When it comes to fashion trends, everything old is new again. Case in point: Flip-up sunglasses are having another moment in the sun. The return of this ‘80s staple has some people giving a bold shoulder. Not to mention the growing number of ways to put some prep in your step. But if you prefer something a bit more original, you could try clowning around. No kidding. Also it turns out that like pop-punk musicemo beauty isn’t just a phase. And people will go nuts for pistachio perfume. Meanwhile, in the salon, the wixie (aka, the winged pixie) is proving to be a cut above the rest. And the silver wave is undeniable.

In wellness...

While men are getting in on the Pilates trend (late, as usual), a different kind of fitness class is gaining speed. And if you think there’s nothing harder than getting your kid into day care, try getting into one of these application-only gyms. Plus, as you might have noticed, allergy season is starting earlier — and lasting longer. In fascinating ideas, a group of Swedish researchers think sniffing sweat could, well, help with anxiety. A group of, albeit less scientific, TikTokers think “skin flooding” could help with dryness. And your home isn’t the only thing that’ll likely feel lighter and brighter after a spring cleaning session.

Weekend Escape

*Slams laptop shut until Monday.* We know the feeling. And we’ve got some tips for escape.One of poetry’s most magical qualities? The right verse can transport you to another corner of the earth, or bring presence and mindfulness to daily life. So to celebrate National Poetry Month — which, by the way, starts today — we’re spotlighting favorite female poets. Get started with these prose, err, pros…

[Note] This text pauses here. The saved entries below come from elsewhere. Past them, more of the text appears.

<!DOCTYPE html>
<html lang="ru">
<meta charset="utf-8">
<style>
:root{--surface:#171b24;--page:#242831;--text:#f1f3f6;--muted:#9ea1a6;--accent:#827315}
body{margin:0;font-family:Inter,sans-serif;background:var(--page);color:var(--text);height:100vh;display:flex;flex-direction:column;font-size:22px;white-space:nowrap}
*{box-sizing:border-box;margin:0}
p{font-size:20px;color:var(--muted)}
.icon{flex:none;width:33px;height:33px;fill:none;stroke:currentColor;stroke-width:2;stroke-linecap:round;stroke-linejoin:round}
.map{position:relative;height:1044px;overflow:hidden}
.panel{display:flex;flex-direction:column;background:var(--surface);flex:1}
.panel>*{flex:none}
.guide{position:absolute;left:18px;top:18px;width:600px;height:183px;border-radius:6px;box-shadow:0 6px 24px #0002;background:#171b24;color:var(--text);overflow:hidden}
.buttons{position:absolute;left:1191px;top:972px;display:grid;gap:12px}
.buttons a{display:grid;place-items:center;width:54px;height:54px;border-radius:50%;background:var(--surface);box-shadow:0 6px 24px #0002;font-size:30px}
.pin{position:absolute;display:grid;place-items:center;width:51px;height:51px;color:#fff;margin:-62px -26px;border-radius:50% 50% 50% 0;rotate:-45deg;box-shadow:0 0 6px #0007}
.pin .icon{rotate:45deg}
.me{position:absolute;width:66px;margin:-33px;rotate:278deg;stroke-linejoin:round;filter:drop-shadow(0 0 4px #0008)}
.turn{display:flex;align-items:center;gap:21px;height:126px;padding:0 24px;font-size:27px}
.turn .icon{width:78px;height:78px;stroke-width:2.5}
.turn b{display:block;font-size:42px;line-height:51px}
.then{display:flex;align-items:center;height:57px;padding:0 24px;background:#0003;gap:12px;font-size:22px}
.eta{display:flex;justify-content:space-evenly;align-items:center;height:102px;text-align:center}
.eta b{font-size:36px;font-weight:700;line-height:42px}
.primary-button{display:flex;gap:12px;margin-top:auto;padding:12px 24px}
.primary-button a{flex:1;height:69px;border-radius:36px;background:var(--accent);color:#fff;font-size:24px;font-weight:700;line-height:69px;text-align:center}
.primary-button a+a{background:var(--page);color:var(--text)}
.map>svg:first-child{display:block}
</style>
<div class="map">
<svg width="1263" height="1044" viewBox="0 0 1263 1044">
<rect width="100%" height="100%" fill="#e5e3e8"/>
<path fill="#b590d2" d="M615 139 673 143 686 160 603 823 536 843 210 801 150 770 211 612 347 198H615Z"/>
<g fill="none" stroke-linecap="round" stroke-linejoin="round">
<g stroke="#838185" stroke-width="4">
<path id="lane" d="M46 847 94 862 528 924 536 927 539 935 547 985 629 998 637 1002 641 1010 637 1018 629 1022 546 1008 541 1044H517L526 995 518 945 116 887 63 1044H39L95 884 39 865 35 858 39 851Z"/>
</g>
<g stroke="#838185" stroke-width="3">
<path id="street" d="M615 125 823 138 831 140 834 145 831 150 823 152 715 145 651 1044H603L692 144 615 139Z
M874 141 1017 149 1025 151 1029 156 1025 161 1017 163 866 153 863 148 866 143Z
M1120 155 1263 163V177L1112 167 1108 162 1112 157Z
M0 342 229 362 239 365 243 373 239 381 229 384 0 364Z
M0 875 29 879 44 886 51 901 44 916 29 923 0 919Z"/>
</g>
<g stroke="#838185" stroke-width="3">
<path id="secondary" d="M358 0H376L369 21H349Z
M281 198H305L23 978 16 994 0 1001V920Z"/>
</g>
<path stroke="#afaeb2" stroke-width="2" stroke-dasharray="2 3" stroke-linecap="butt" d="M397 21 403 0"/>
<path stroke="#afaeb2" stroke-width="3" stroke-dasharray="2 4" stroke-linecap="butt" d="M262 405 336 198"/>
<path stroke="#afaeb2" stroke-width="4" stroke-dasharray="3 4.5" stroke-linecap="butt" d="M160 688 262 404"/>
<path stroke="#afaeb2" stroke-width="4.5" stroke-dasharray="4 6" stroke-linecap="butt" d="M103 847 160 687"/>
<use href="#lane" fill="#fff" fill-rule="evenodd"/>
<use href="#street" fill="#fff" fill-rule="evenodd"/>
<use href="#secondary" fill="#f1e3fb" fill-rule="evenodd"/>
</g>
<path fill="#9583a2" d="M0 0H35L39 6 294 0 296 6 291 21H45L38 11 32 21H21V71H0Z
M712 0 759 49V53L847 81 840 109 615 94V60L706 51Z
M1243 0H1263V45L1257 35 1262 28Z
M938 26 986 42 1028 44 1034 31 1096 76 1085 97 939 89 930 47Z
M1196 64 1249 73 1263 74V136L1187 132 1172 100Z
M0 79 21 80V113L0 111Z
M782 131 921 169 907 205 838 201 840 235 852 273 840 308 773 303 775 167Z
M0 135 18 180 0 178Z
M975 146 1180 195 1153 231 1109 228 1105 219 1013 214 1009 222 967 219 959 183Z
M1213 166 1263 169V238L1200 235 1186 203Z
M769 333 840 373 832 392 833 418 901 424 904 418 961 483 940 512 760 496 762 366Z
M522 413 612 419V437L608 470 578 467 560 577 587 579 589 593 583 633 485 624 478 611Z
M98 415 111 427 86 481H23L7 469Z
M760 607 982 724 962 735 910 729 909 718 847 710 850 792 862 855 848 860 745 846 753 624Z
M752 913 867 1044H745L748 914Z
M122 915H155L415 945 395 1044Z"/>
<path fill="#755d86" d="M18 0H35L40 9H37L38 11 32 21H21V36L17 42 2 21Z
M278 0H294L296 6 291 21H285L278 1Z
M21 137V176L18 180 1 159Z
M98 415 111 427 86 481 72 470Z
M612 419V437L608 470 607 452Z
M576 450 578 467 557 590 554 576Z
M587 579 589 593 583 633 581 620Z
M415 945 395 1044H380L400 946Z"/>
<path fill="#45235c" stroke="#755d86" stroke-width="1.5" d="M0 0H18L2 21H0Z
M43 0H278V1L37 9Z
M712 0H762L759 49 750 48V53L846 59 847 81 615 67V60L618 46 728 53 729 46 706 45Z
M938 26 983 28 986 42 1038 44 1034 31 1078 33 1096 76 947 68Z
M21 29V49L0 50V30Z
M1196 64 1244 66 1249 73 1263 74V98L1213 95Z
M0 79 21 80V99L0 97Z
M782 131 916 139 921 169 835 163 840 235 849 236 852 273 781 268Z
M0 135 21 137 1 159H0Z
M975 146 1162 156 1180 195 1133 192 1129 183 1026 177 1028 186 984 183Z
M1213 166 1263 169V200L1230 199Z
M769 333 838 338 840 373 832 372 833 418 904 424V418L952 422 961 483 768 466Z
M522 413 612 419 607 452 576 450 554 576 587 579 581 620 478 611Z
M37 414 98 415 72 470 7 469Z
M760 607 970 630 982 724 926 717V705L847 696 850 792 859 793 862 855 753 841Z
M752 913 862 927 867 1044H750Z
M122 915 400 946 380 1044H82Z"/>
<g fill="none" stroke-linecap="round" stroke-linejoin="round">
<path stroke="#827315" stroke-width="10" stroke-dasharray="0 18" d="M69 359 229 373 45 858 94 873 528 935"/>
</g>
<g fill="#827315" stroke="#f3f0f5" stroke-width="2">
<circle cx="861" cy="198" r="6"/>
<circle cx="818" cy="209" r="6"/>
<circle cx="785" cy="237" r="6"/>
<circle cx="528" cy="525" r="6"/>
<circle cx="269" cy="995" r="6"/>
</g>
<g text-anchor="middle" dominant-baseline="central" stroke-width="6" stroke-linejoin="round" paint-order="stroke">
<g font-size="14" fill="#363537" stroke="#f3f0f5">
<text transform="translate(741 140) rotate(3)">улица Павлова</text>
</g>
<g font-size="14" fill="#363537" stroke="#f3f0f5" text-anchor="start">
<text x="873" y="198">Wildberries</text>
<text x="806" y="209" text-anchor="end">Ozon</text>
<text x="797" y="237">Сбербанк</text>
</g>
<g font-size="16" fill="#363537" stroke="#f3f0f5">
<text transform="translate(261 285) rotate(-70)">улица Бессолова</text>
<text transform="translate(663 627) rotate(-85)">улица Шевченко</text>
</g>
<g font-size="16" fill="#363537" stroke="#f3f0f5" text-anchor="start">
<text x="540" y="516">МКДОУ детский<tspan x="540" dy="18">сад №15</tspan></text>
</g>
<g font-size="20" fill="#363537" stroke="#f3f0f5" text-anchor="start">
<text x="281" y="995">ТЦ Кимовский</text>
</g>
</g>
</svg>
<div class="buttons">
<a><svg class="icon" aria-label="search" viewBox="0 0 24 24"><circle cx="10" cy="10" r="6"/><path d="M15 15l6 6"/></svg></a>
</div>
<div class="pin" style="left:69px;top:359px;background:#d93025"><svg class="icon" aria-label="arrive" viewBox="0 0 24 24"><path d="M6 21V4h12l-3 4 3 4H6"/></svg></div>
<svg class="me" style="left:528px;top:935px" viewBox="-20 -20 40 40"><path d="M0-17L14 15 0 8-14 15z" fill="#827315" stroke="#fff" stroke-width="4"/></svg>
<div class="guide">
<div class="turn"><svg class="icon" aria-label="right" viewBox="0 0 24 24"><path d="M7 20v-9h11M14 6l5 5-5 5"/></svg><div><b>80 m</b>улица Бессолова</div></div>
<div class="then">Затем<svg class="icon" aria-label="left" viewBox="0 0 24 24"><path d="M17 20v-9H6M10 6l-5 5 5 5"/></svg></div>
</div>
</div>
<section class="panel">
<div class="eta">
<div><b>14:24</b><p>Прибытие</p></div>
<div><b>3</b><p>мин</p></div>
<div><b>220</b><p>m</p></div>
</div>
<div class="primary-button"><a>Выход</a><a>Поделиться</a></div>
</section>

  • Mary Oliver. The late Pulitzer Prize winner was often inspired by long walks — so it’s no surprise that her poems are sprinkled with birds and butterflies, plants and trees, and the moon and the stars. All of which helped her explore larger themes like grace, love, and gratitude in more than 15 volumes of verse, including “Devotions.”

  • Ada Limón. If the name sounds familiar, that’s because she’s the nation’s 24th poet laureate — and the first Latina to hold the title. She’s also the author of six books of poetry, including “The Carrying.”

  • Rupi Kaur. One of the OG Insta-poets, Kaur’s first collection, titled “Milk and Honey,” has been translated into 40 languages. Nearly a decade later, she’s still inspiring people across the globe with her powerful words about trauma, healing, and migration.

  • Warsan Shire. From getting her start on Tumblr to collaborating with Beyoncé on “Lemonade,” this Somali-British poet has made quite a splash. Her work, which includes the collection “Bless the Daughter Raised by a Voice in Her Head,” paints a vivid picture of womanhood. 

  • Tracy K. Smith. Smith, a Harvard professor and former US poet laureate, has spent decades asking thought-provoking questions in works that include the Pulitzer Prize-winning collection “Life on Mars.” Her work encourages readers to reckon with America’s past and present, even as she uses art to point “toward the future.”